Yesterday’s movie: Freaky Friday

A movie that could easily have gone over the edge in sentimentality, obviousness or obnoxiousness didn’t. As a result, the audience with which we saw Freaky Friday applauded when the final credits ran. I didn’t go that far but I did laugh through most of the movie, except for some touching scenes towards the end when I cried. Seriously, this Disney-made flick is just terrific and worth seeing even at the outrageous prices charged here in Silicon Valley.

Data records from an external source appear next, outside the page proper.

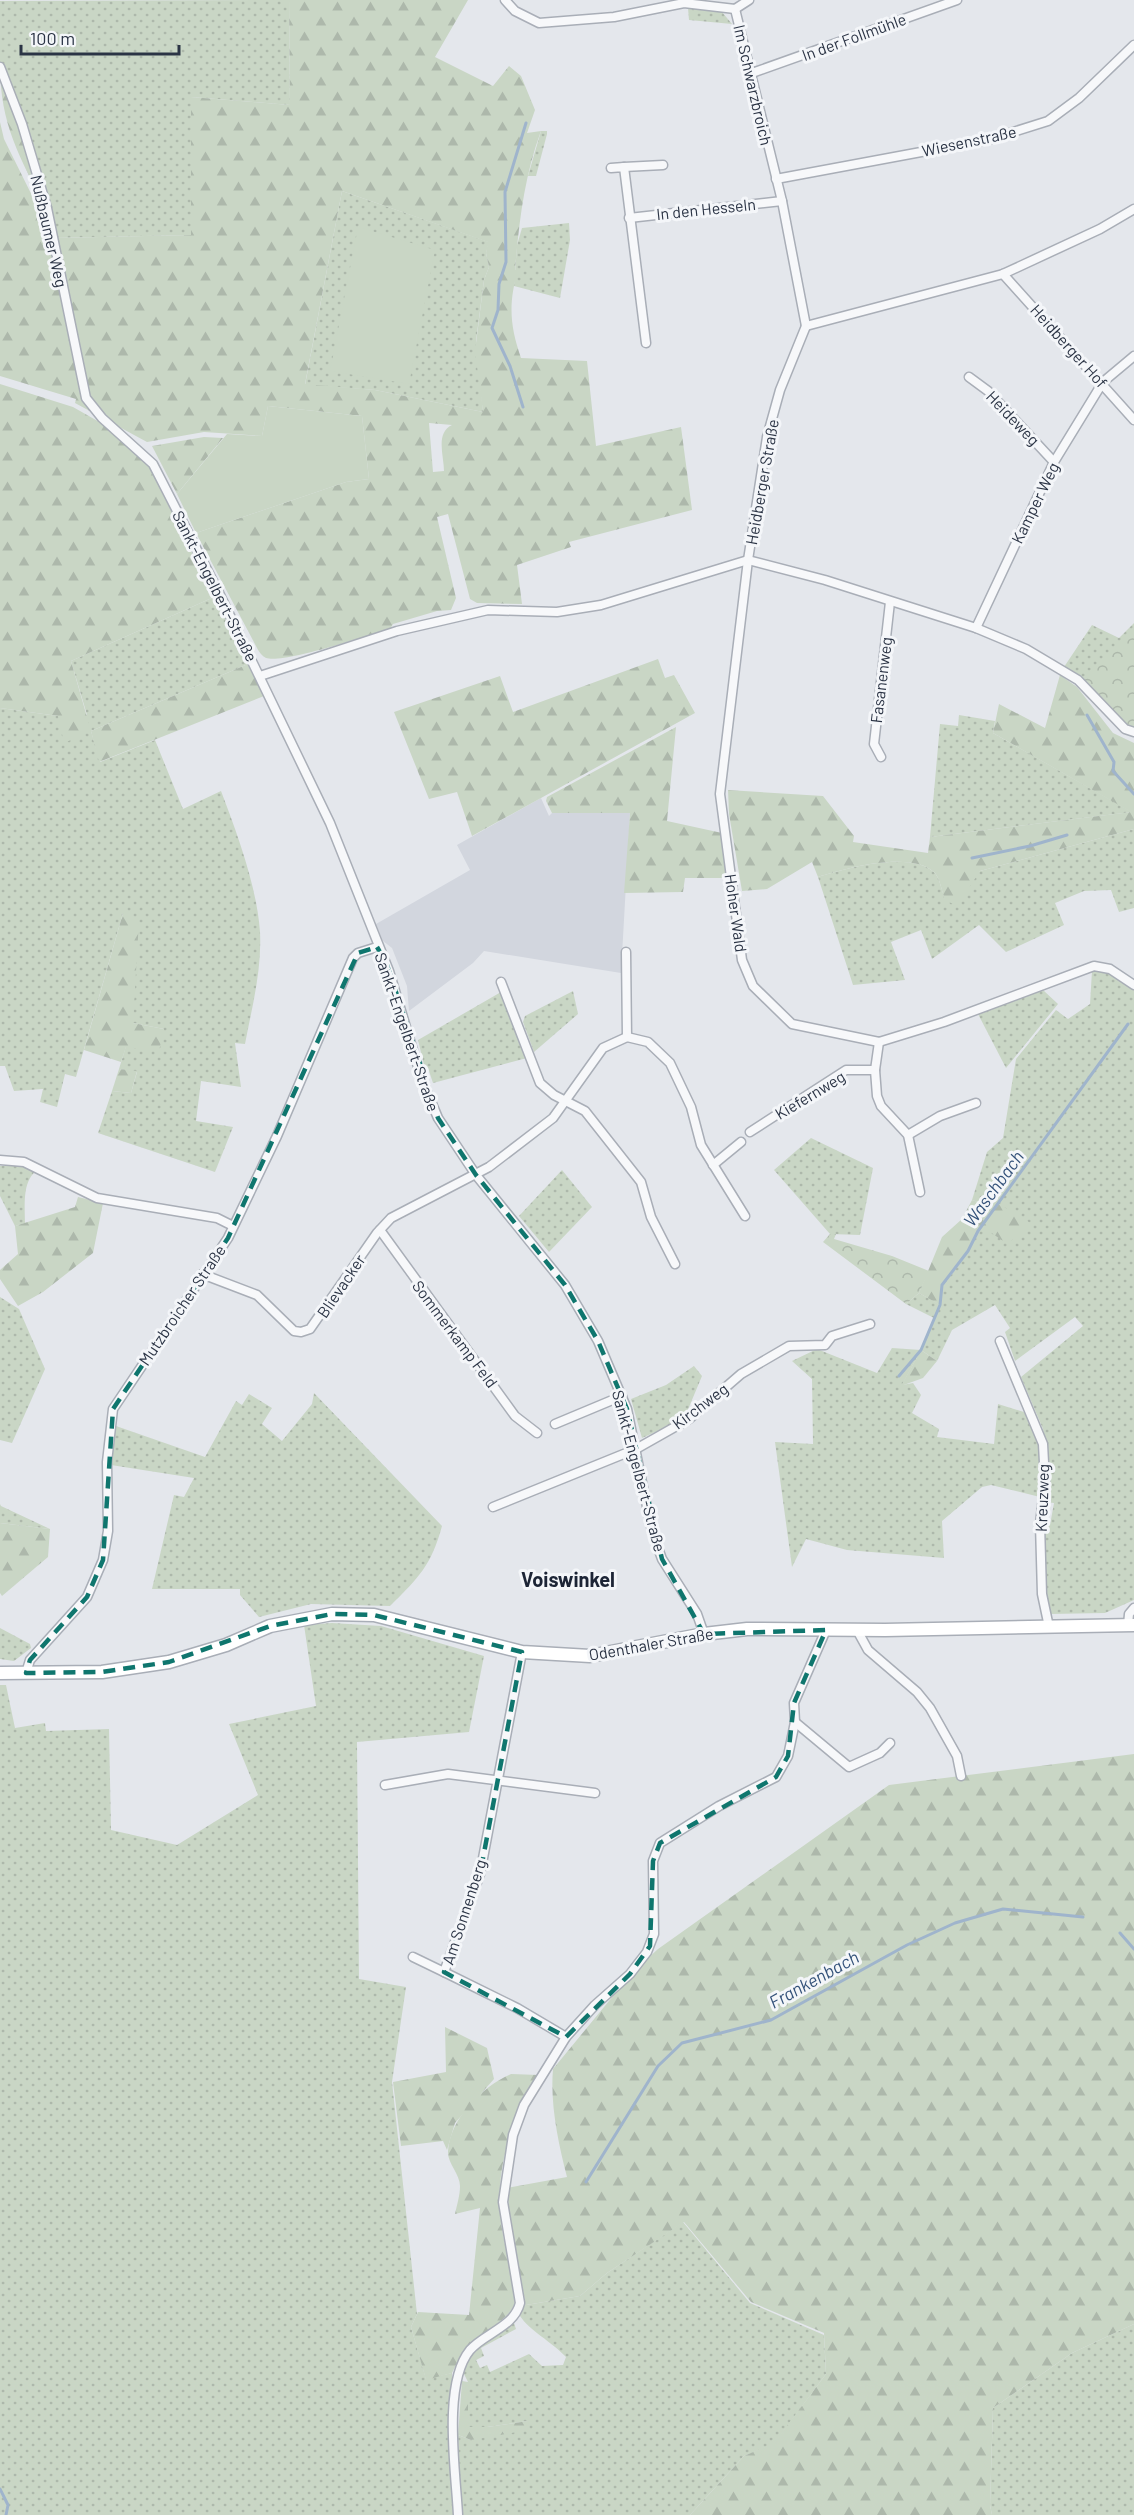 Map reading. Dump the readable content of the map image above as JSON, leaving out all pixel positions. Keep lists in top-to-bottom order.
{
  "streets": {
    "main road": ["Odenthaler Straße"],
    "street": [
      "In der Follmühle",
      "Im Schwarzbroich",
      "Wiesenstraße",
      "In den Hesseln",
      "Nußbaumer Weg",
      "Heidberger Hof",
      "Heideweg",
      "Heidberger Straße",
      "Kamper Weg",
      "Sankt-Engelbert-Straße",
      "Fasanenweg",
      "Hoher Wald",
      "Kiefernweg",
      "Blievacker",
      "Mutzbroicher Straße",
      "Sommerkamp Feld",
      "Kirchweg",
      "Kreuzweg",
      "Am Sonnenberg"
    ]
  },
  "crossings": [
    ["In der Follmühle", "Im Schwarzbroich"],
    ["Im Schwarzbroich", "Wiesenstraße"],
    ["Im Schwarzbroich", "In den Hesseln"],
    ["Im Schwarzbroich", "Heidberger Straße"],
    ["Nußbaumer Weg", "Sankt-Engelbert-Straße"],
    ["Heidberger Hof", "Kamper Weg"],
    ["Heideweg", "Kamper Weg"],
    ["Heidberger Straße", "Sankt-Engelbert-Straße"],
    ["Heidberger Straße", "Hoher Wald"],
    ["Sankt-Engelbert-Straße", "Blievacker"],
    ["Sankt-Engelbert-Straße", "Mutzbroicher Straße"],
    ["Sankt-Engelbert-Straße", "Kirchweg"],
    ["Sankt-Engelbert-Straße", "Odenthaler Straße"],
    ["Blievacker", "Mutzbroicher Straße"],
    ["Blievacker", "Sommerkamp Feld"],
    ["Mutzbroicher Straße", "Odenthaler Straße"],
    ["Kreuzweg", "Odenthaler Straße"],
    ["Odenthaler Straße", "Am Sonnenberg"]
  ],
  "districts": ["Voiswinkel"],
  "water": ["Waschbach", "Frankenbach"],
  "scale_bar": "100 m"
} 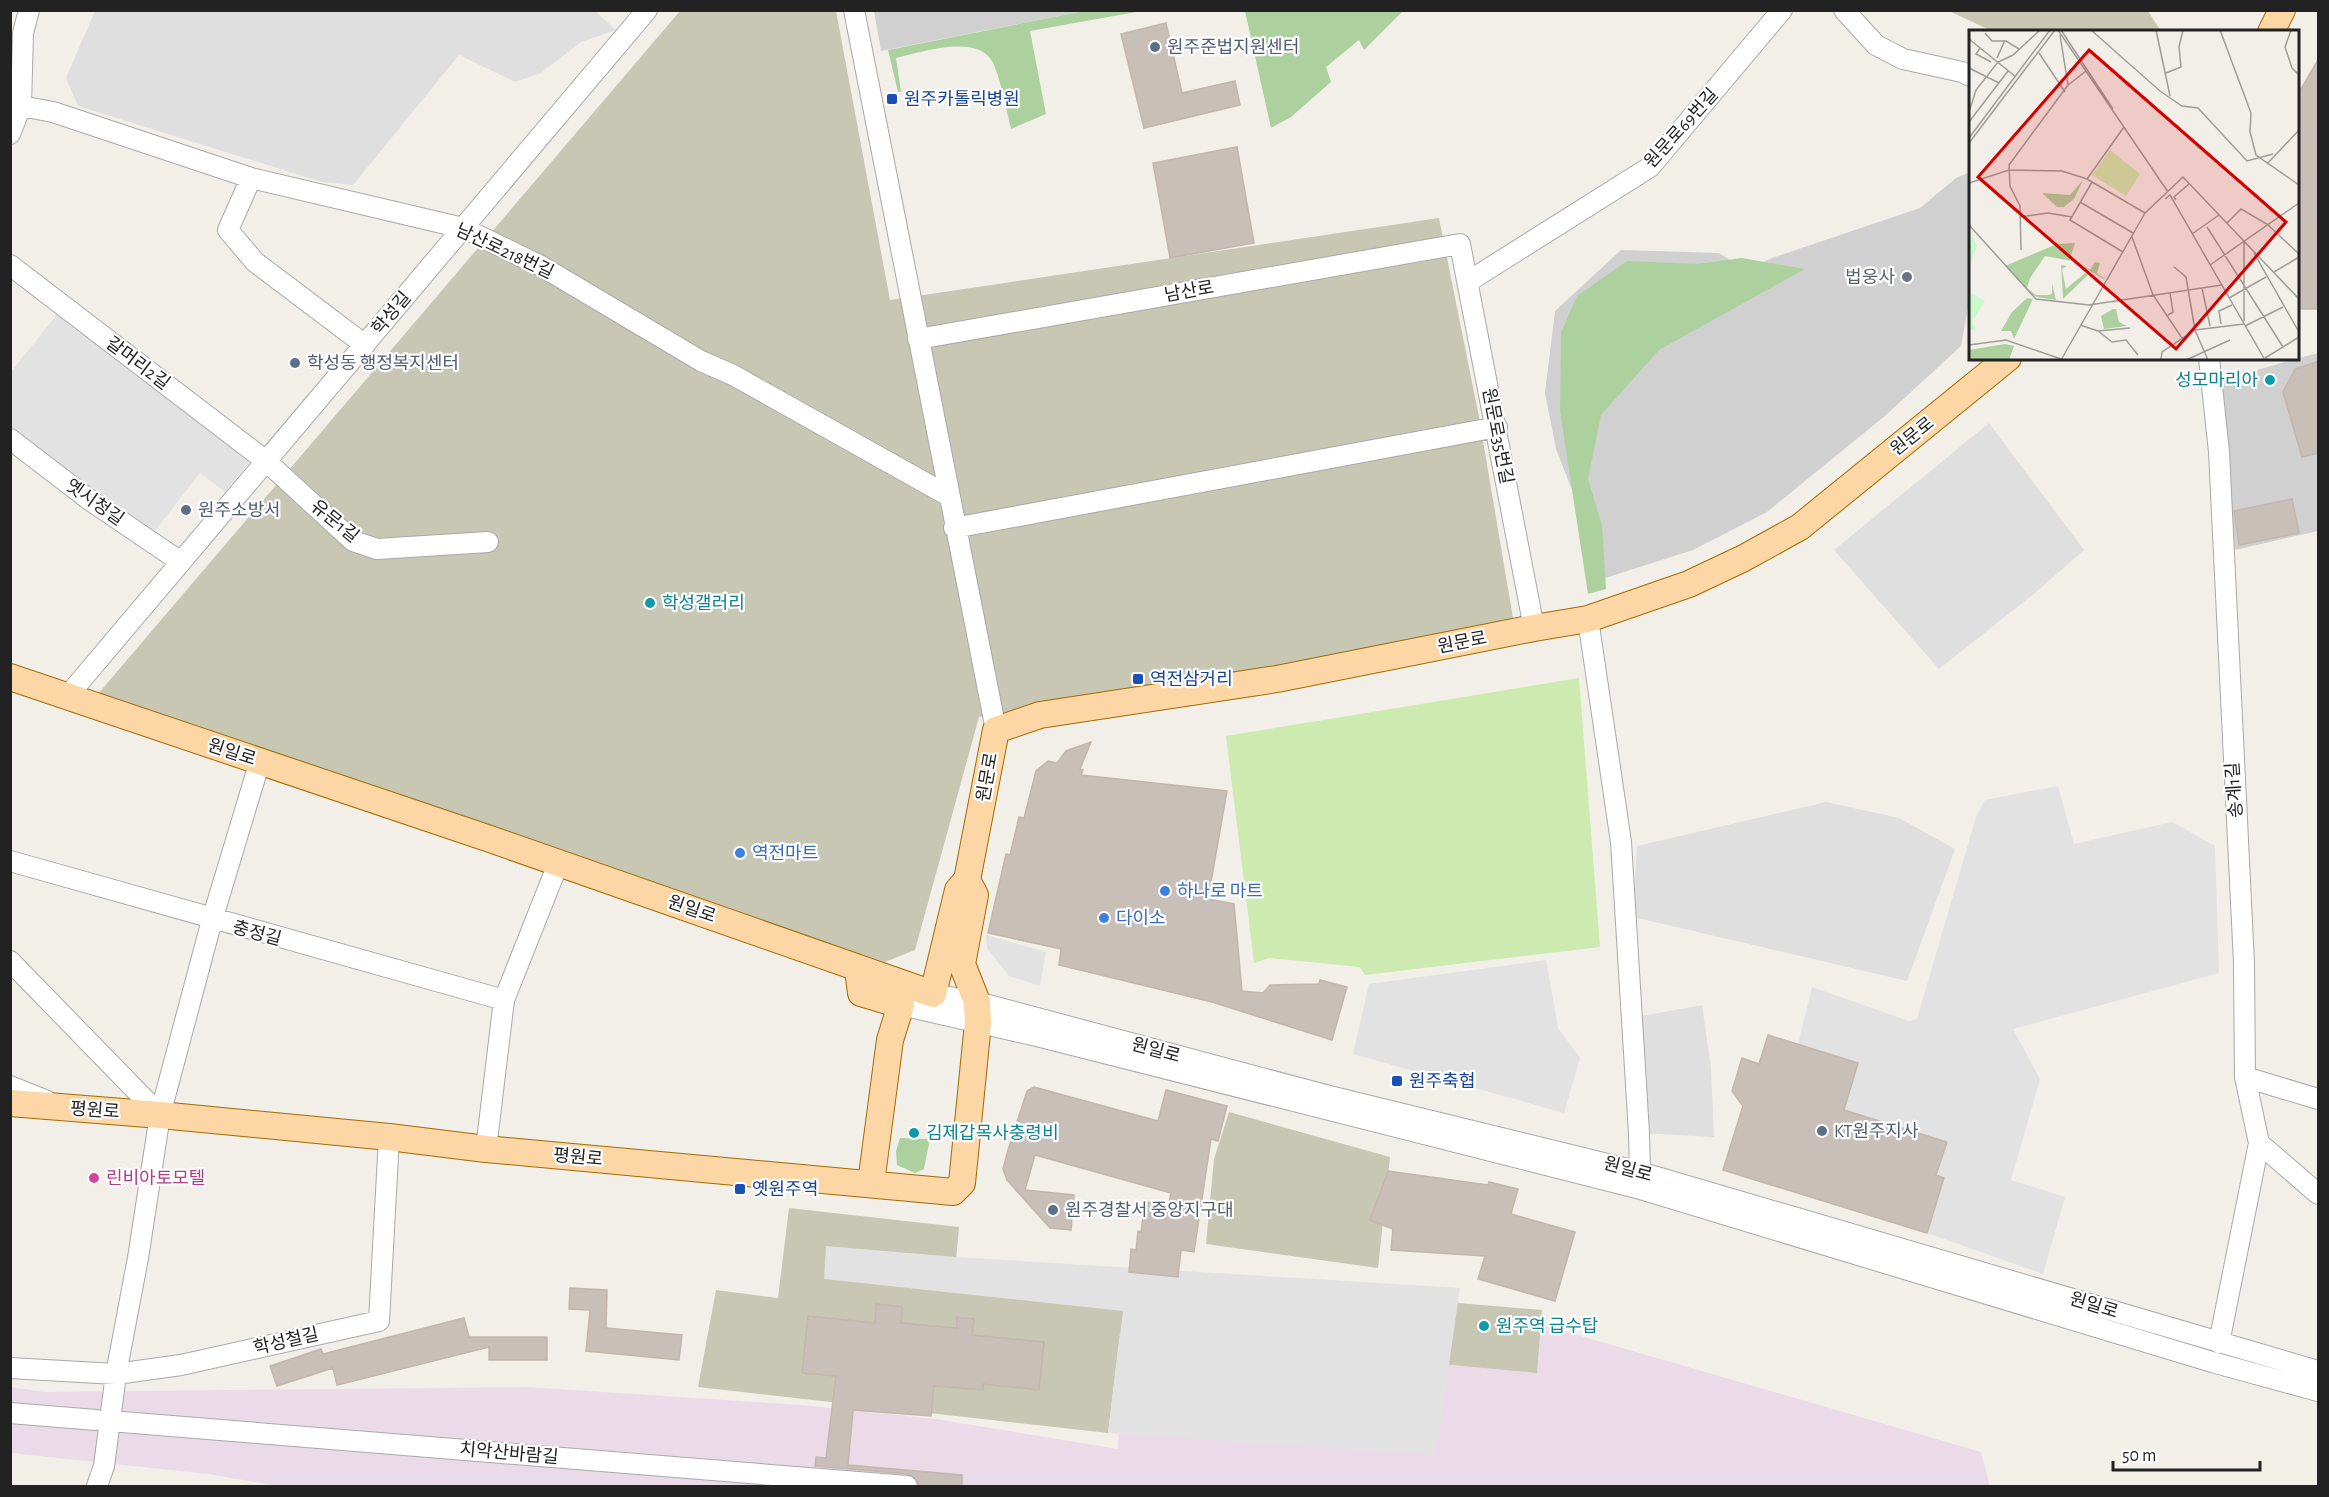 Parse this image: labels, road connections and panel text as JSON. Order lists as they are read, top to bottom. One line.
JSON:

This remake is the exception, I suppose that proves the rule. You know, the rule which says that remakes are crap. Seriously, how many good remakes can you point to? Warren Beatty’s Heaven Can Wait was great but Chris Rock’s re-remake (Down to Earth) was just sad. As great an actor as Robert Deniro is, was his Cape Fear better than Gregory Peck’s? Unlike theatrical productions, movies are best left in their original state. Still, try an idea often enough and there are bound to be some successes, as is the case here.

Jamie Lee Curtis and Lindsay Lohan play the mother and daughter who are the focus of the film (Barbara Harris and a very young Jodie Foster in the original). Curtis has no need to prove her acting skills, anyone who saw her in Trading Places and True Lies will agree, but Lohan was a surprise (some fans might take issue with me for saying that!), a very nice surprise, who makes a terrific mark in her first feature starring role. You will recall that mother and daughter switch bodies, meaning, of course, that Lohan spends a considerable portion of her screen time playing the mother trapped in a 15 year old body. I’m not surprised to read that Disney already has her in production on a movie for next year (Confessions of a Teenage Drama Queen).

Harold Gould makes a rare appearance, providing quality as my footie friends would say, as the nutty grandfather, Mark Harmon has a quiet time as Curtis’s fiance, Rosalind Chao looks ageless as the Chinese restauranteur whose mother causes the switch, and Chad Michael Murray is sensitive and hunky as the guy Lohan must have.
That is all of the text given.